Arqueio as sobrancelhas.

– O que dizia na carta?

Kieran sorri torto.

– Anna é minha filha única. É uma jovem bela, inteligente e, para alguns, muito atrevida. Ela é extraordinariamente parecida com a mãe, o que me faz amá-la ainda mais. É generosa, compreensiva e corajosa, embora seja também impaciente e um tanto impulsiva. Posso afirmar, sem sombra de dúvidas, que ela fará seu filho o homem mais feliz do mundo.

Cubro a boca com uma das mãos. Não sei se rio ou se choro.

– Vo-você... – sibilo. – Kieran, você memorizou a carta?

– Eu não disse que li inúmeras vezes?

– Ma-mas... – gaguejo. – Não sei nem o que dizer...

Ele ri.

– Não precisa dizer nada. Achei que era o momento adequado para contar a você, já que você foi verdadeira comigo – ele dá de ombros, despreocupado. Há um leve rubor em seu rosto, o que me faz imaginar o quanto deve ter sido vergonhoso para ele admitir que decorou a carta de papai e minhas feições no retrato. Eu ficaria envergonhada.

Crispo os lábios. As palavras não vêm. Mas sei o que quero dizer.

– Kieran, como... como foi o sonho que teve comigo? – indago baixinho.

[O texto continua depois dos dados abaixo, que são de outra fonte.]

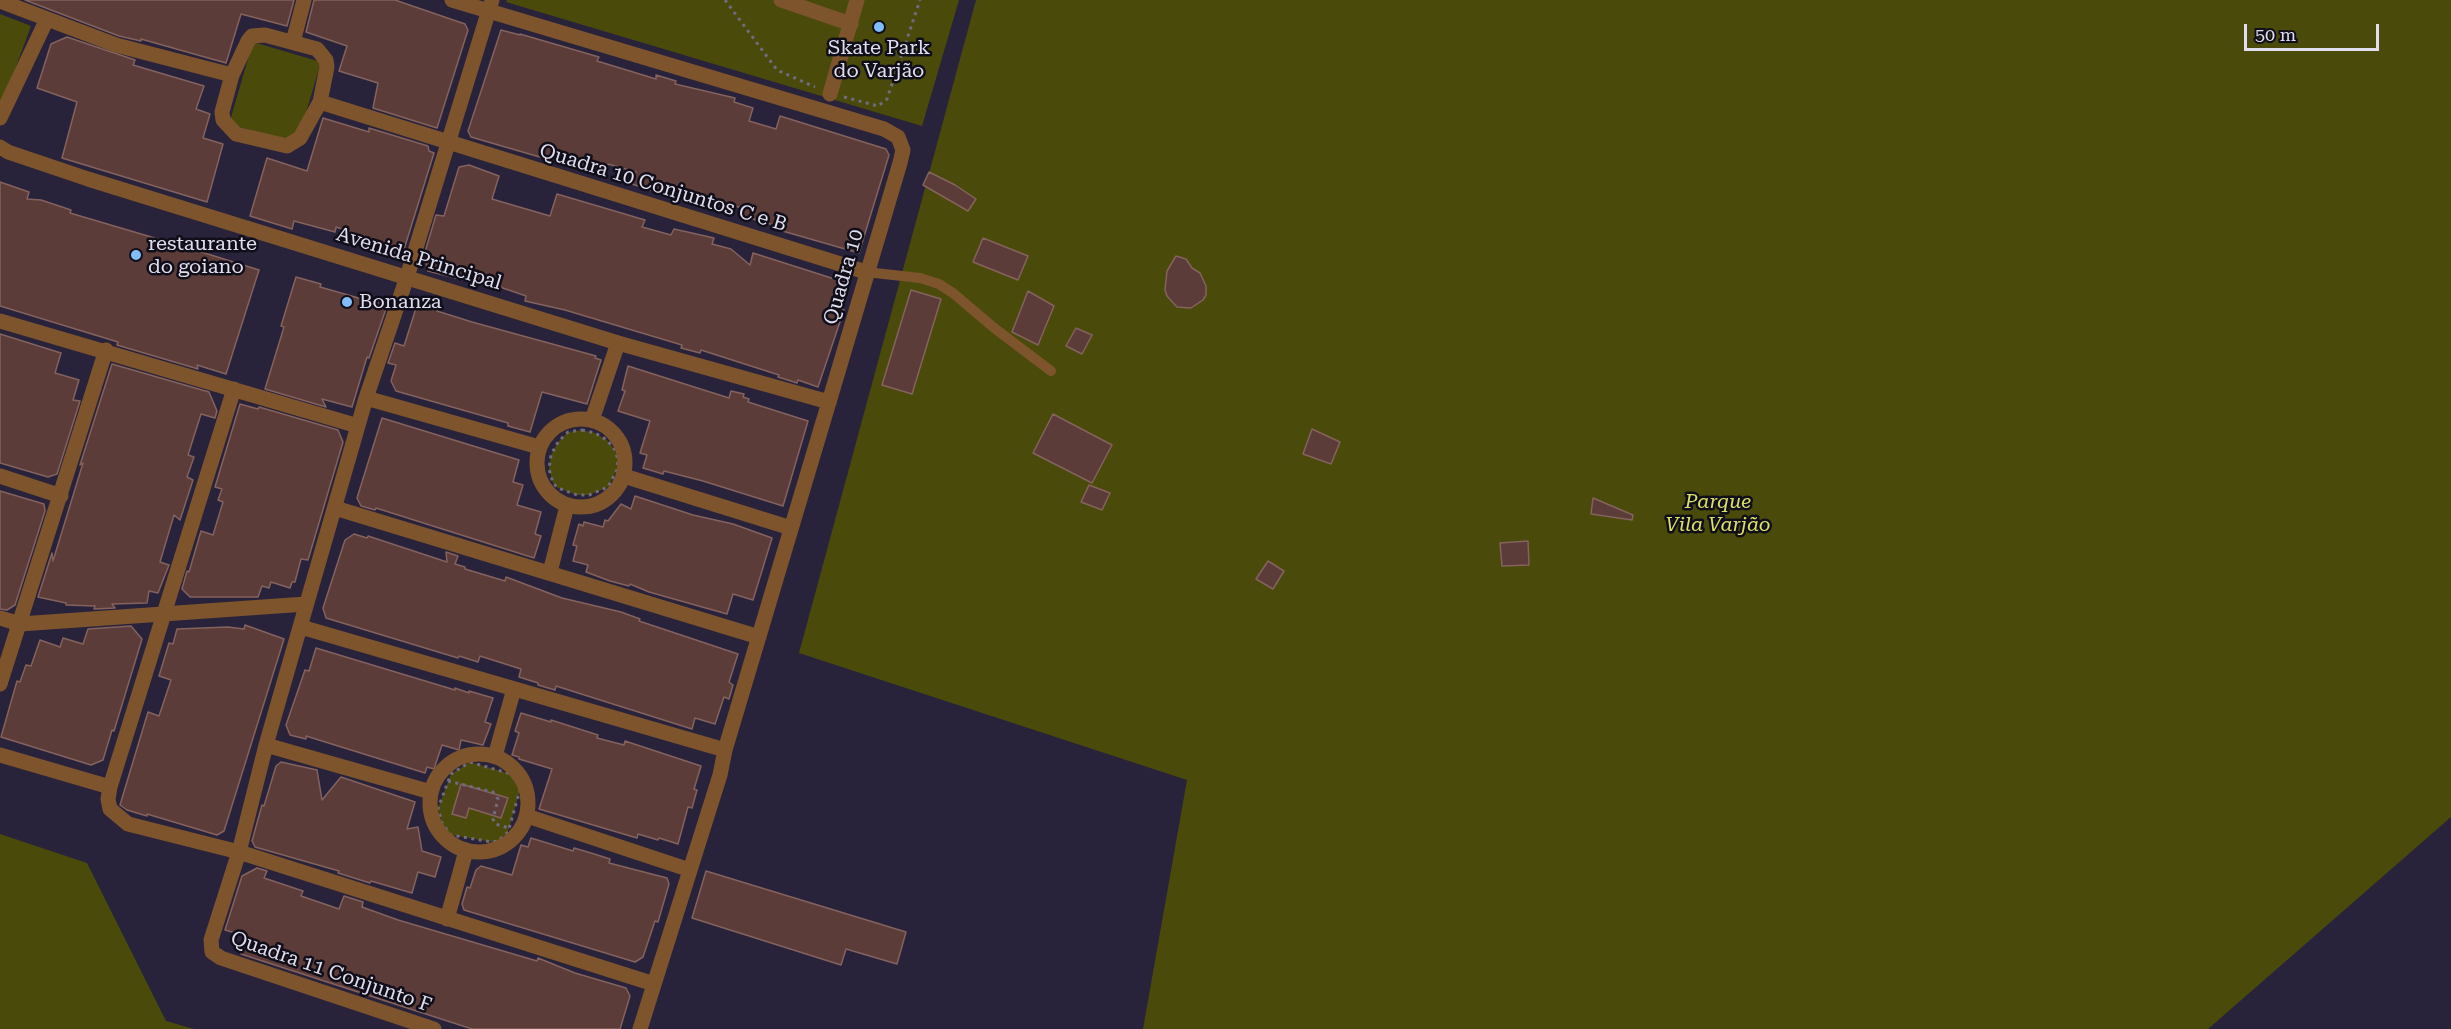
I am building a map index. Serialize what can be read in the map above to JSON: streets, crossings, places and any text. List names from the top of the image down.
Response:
{
  "streets": {
    "street": [
      "Quadra 10 Conjuntos C e B",
      "Avenida Principal",
      "Quadra 10",
      "Quadra 11 Conjunto F"
    ]
  },
  "crossings": [
    ["Quadra 10 Conjuntos C e B", "Quadra 10"],
    ["Avenida Principal", "Quadra 10"]
  ],
  "parks": ["Parque Vila Varjão"],
  "places": ["Skate Park do Varjão", "restaurante do goiano", "Bonanza"],
  "scale_bar": "50 m"
}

Agora suas bochechas realmente ficam vermelhas.

– E-eu... Hum... – ele pigarreia. – Bem, não foi nada... assustador. Não foi como o seu.

Sorrio, contente. Ele não me acha uma maluca.

– Então foi um sonho bom?

– Sim, sim – Kieran responde rapidamente, todo sem jeito. – Quer dizer, eu... nós...

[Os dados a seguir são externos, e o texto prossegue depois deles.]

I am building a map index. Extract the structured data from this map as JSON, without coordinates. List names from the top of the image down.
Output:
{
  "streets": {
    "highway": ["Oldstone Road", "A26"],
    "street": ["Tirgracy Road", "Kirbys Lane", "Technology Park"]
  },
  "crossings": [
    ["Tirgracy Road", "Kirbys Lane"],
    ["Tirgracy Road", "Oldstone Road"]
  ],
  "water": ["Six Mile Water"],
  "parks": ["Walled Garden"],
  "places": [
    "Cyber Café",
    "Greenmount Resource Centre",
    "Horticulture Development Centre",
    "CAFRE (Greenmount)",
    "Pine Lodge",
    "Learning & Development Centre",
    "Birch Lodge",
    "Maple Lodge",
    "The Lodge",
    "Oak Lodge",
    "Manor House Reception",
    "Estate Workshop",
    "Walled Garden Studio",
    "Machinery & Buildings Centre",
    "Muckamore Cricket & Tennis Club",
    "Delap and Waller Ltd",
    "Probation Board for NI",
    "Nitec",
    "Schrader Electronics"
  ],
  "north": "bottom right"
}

Rio alto. Não preciso que ele me conte seu sonho. Só de saber que Kieran sonha coisas boas comigo já vale meu dia.

– Tudo bem – digo. – Não precisa contar.

Ele mexe no cabelo, acanhado.

– Contarei um dia desses. Assim que recobrar minha dignidade – ele ri, sacudindo a cabeça. Depois olha para mim. - Prometo.

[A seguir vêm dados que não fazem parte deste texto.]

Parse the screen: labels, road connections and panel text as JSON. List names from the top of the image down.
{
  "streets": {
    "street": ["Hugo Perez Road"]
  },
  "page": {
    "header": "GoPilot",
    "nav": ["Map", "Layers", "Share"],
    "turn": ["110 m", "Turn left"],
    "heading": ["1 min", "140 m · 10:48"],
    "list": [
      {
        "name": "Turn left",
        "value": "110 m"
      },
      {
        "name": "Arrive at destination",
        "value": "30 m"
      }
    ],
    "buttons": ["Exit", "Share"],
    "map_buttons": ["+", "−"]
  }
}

Quando Kieran vai embora, sinto um estranho vazio, como se alguém estivesse faltando em casa. E logo fico realmente só: papai decide ir à prefeitura para uma reunião e madame Daisy vai ao mercado central com uma das criadas. Reidi e Vega sem dúvida estão ocupadas com os preparativos para a noite de música. Não me resta nada a fazer a não ser pedir à uma criada que prepare um bom chocolate quente e passar o restante do dia diante da lareira com lady Lana.